A estudante tcheca Herra (dublada por Zuzana Stivinova) se muda para Cabul depois de se casar com um afegão. Incapaz de ter filhos, eles adotam o tímido órfão Maad (Shahid Maqsoodi) para formar um núcleo amoroso, mas a dinâmica doméstica com os membros da família estendida, bem como a crescente agitação nacional, pressiona continuamente seu casamento.
Embora até agora tenha tido apenas uma corrida limitada de qualificação para prêmios nos cinemas, este filme implacavelmente comovente merece grande atenção.
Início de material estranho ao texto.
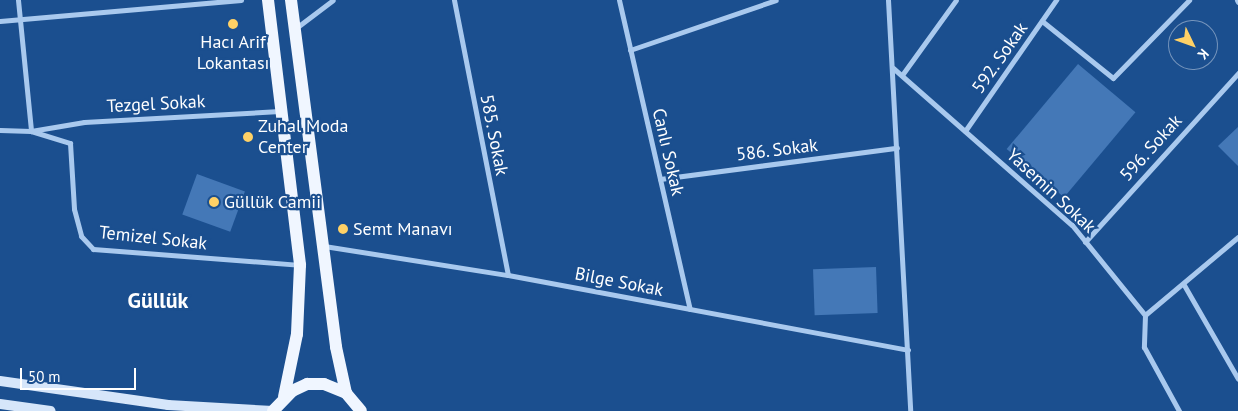 <!DOCTYPE html>
<meta charset="utf-8">
<style>
body{margin:0}
#map{position:relative;width:1238px;height:411px;overflow:hidden;background:#1b4f8f;font-family:"PT Sans",sans-serif}
div>[style]{position:absolute}
.building>*{inset:0;background:#4478b7;transform-origin:0 0}
.minor>*{height:5px;margin:-2.5px;padding:0 2.5px;transform-origin:2.5px;border-radius:2.5px;background:#a9c9ee}
.secondary>*{height:10px;margin:-5px;padding:0 5px;transform-origin:5px;border-radius:5px;background:#d6e6fa}
.primary>*{height:12px;margin:-6px;padding:0 6px;transform-origin:6px;border-radius:6px;background:#f0f6ff}
.dots>*{width:14px;height:14px;translate:-50% -50%;box-sizing:border-box;border:2px solid #1b4f8f;border-radius:50%}
span{translate:-50% -50%;white-space:nowrap;text-align:center;line-height:1.15;-webkit-text-stroke:4.5px #1b4f8f;paint-order:stroke}
.poi-label{font-size:18px;color:#fff}
.left{translate:0 -50%;text-align:left}
.street-label{font-size:18px;color:#fff}
.district-label{font-size:22px;color:#fff;font-weight:700}
.north{position:absolute;left:1168px;top:20px;width:50px;height:50px;box-sizing:border-box;background:#1b4f8f;border:1px solid #7695bc;border-radius:50%;rotate:132deg;font-size:14px;font-weight:700;line-height:20px;text-align:center;color:#fff}
.north::after{content:'';display:block;margin:auto;width:18px;height:22px;background:#ffd166;clip-path:polygon(50% 0,100% 100%,50% 72%,0 100%)}
.scale{position:absolute;left:20px;top:368px;width:116px;height:22px;box-sizing:border-box;border:2px solid #fff;border-top:0;padding-left:6px;font-size:15px;line-height:18px;white-space:nowrap;color:#fff;-webkit-text-stroke:4px #1b4f8f;paint-order:stroke}
</style>
<div id="map">
<div class="building">
<div style="left:1078px;top:64px;width:75px;height:111px;rotate:40deg"></div>
<div style="clip-path:polygon(1238px 127px,1238px 166px,1218px 146px)"></div>
<div style="left:197px;top:174px;width:51px;height:43px;rotate:20deg"></div>
<div style="left:876px;top:267px;width:46px;height:63px;rotate:88deg"></div>
</div>
<div class="minor">
<div style="left:18px;top:0;width:132px;rotate:84.3deg"></div>
<div style="left:454px;top:0;width:280px;rotate:78.9deg"></div>
<div style="left:619px;top:0;width:317px;rotate:77.1deg"></div>
<div style="left:888px;top:0;width:412px;rotate:86.9deg"></div>
<div style="left:1237px;top:0;width:2px;rotate:63deg"></div>
<div style="left:0;top:21px;width:242px;rotate:-5deg"></div>
<div style="left:1042px;top:21px;width:91px;rotate:38.8deg"></div>
<div style="left:1113px;top:78px;width:109px;rotate:-45.7deg"></div>
<div style="left:296px;top:28px;width:46px;rotate:-37.1deg"></div>
<div style="left:630px;top:50px;width:154px;rotate:-18.9deg"></div>
<div style="left:893px;top:68px;width:238px;rotate:41.3deg"></div>
<div style="left:1072px;top:225px;width:116px;rotate:51deg"></div>
<div style="left:1145px;top:315px;width:32px;rotate:92deg"></div>
<div style="left:1144px;top:347px;width:73px;rotate:61.3deg"></div>
<div style="left:902px;top:75px;width:92px;rotate:-54.2deg"></div>
<div style="left:0;top:130px;width:31px;rotate:2deg"></div>
<div style="left:31px;top:131px;width:54px;rotate:-9.6deg"></div>
<div style="left:84px;top:122px;width:196px;rotate:-3.2deg"></div>
<div style="left:31px;top:131px;width:41px;rotate:17.1deg"></div>
<div style="left:70px;top:143px;width:66px;rotate:86.5deg"></div>
<div style="left:74px;top:209px;width:28px;rotate:75deg"></div>
<div style="left:81px;top:236px;width:18px;rotate:47deg"></div>
<div style="left:93px;top:249px;width:207px;rotate:4.4deg"></div>
<div style="left:965px;top:131px;width:160px;rotate:-55.2deg"></div>
<div style="left:660px;top:179px;width:239px;rotate:-7.5deg"></div>
<div style="left:1085px;top:242px;width:228px;rotate:-47.8deg"></div>
<div style="left:324px;top:246px;width:186px;rotate:9deg"></div>
<div style="left:508px;top:275px;width:407px;rotate:10.6deg"></div>
<div style="left:1184px;top:285px;width:108px;rotate:60.1deg"></div>
<div style="left:1145px;top:315px;width:121px;rotate:-40deg"></div>
</div>
<div class="secondary">
<div style="left:0;top:381px;width:170px;rotate:8.1deg"></div>
<div style="left:168px;top:405px;width:105px;rotate:3.3deg"></div>
<div style="left:0;top:404px;width:51px;rotate:7.8deg"></div>
</div>
<div class="primary">
<div style="left:268px;top:0;width:267px;rotate:83.1deg"></div>
<div style="left:300px;top:265px;width:69px;rotate:92.5deg"></div>
<div style="left:297px;top:334px;width:64px;rotate:101.7deg"></div>
<div style="left:291px;top:0;width:350px;rotate:82.6deg"></div>
<div style="left:336px;top:347px;width:47px;rotate:77.7deg"></div>
<div style="left:273px;top:411px;width:28px;rotate:-46deg"></div>
<div style="left:292px;top:391px;width:17px;rotate:-25deg"></div>
<div style="left:307px;top:384px;width:17px"></div>
<div style="left:324px;top:384px;width:24px;rotate:22deg"></div>
<div style="left:346px;top:393px;width:23px;rotate:50deg"></div>
</div>
<div class="dots">
<div style="left:233px;top:24px;background:#ffd166"></div>
<div style="left:248px;top:137px;background:#ffd166"></div>
<div style="left:214px;top:202px;background:#ffd166"></div>
<div style="left:343px;top:229px;background:#ffd166"></div>
</div>
<div class="poi-label">
<span style="left:233px;top:53px">Hacı Arif<br>Lokantası</span>
<span class="left" style="left:258px;top:137px">Zuhal Moda<br>Center</span>
<span class="left" style="left:224px;top:202px">Güllük Camii</span>
<span class="left" style="left:353px;top:229px">Semt Manavı</span>
</div>
<div class="street-label">
<span style="left:1000px;top:58px;rotate:-55deg">592. Sokak</span>
<span style="left:156px;top:104px;rotate:-3deg">Tezgel Sokak</span>
<span style="left:494px;top:135px;rotate:79deg">585. Sokak</span>
<span style="left:1151px;top:148px;rotate:-48deg">596. Sokak</span>
<span style="left:777px;top:150px;rotate:-7deg">586. Sokak</span>
<span style="left:668px;top:152px;rotate:77deg">Canlı Sokak</span>
<span style="left:1051px;top:191px;rotate:43deg">Yasemin Sokak</span>
<span style="left:153px;top:238px;rotate:6deg">Temizel Sokak</span>
<span style="left:619px;top:282px;rotate:11deg">Bilge Sokak</span>
</div>
<div class="district-label">
<span style="left:158px;top:301px">Güllük</span>
</div>
<div class="north">K</div>
<div class="scale">50 m</div>
</div>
Misturando realismo mágico subjugado com verdades duras não filtradas, Pavlatova aborda a posição vulnerável das mulheres em uma sociedade estritamente patriarcal.
Embora os concorrentes mencionados anteriormente sejam produções internacionais, dois raros títulos independentes americanos também se aprofundam em temas adultos: a aventura maluca de Dash Shaw “Cryptozoo” (streaming no Hulu) e o macabro épico de fantasia de Morgan Galen King e Philip Gelatt “The Spine of Night” (disponível sob demanda).
Uma explosão de invenção despretensiosamente profunda, “Cryptozoo” centra-se em inúmeras criaturas mitológicas, conhecidas como cryptids, sendo assombradas tanto por aqueles que desejam exibi-las em um parque de diversões quanto pelos militares dos EUA para serem usados como armas.
Tanto “Cryptozoo” quanto “Spine” são adições bem-vindas ao cenário de filmes animados maduros nos Estados Unidos que por muito tempo teve poucos modelos ferozmente autônomos, como o animador veterano Bill Plympton e o prolífico Don Hertzfeldt, que conseguiram manter o controle criativo total de suas comédias idiossincráticas trabalhando com recursos limitados.
Quer isso signifique beneficiar de fundos estatais europeus (“The Summit of the Gods, “Flee”, “My Sunny Maad”), estabelecer uma empresa auto-suficiente (como o Studio Chizu de Hosoda) ou tornar-se habilmente frugal para sustentar uma carreira, o comum denominador entre esses filmes parece ser que eles existem fora dos sistemas que impedem todo o potencial da animação.